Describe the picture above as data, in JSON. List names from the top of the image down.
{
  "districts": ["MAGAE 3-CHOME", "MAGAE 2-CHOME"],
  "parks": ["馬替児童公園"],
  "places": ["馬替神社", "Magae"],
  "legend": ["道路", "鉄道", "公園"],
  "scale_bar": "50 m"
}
▬▬▬▬▬▬
### WHAT IS NEEDED
Print every line of the records exactly. Omit nothing.

### RESULT OF THIS TASK
Describe the picture above as data, in JSON. List names from the top of the image down.
{
  "districts": ["MAGAE 3-CHOME", "MAGAE 2-CHOME"],
  "parks": ["馬替児童公園"],
  "places": ["馬替神社", "Magae"],
  "legend": ["道路", "鉄道", "公園"],
  "scale_bar": "50 m"
}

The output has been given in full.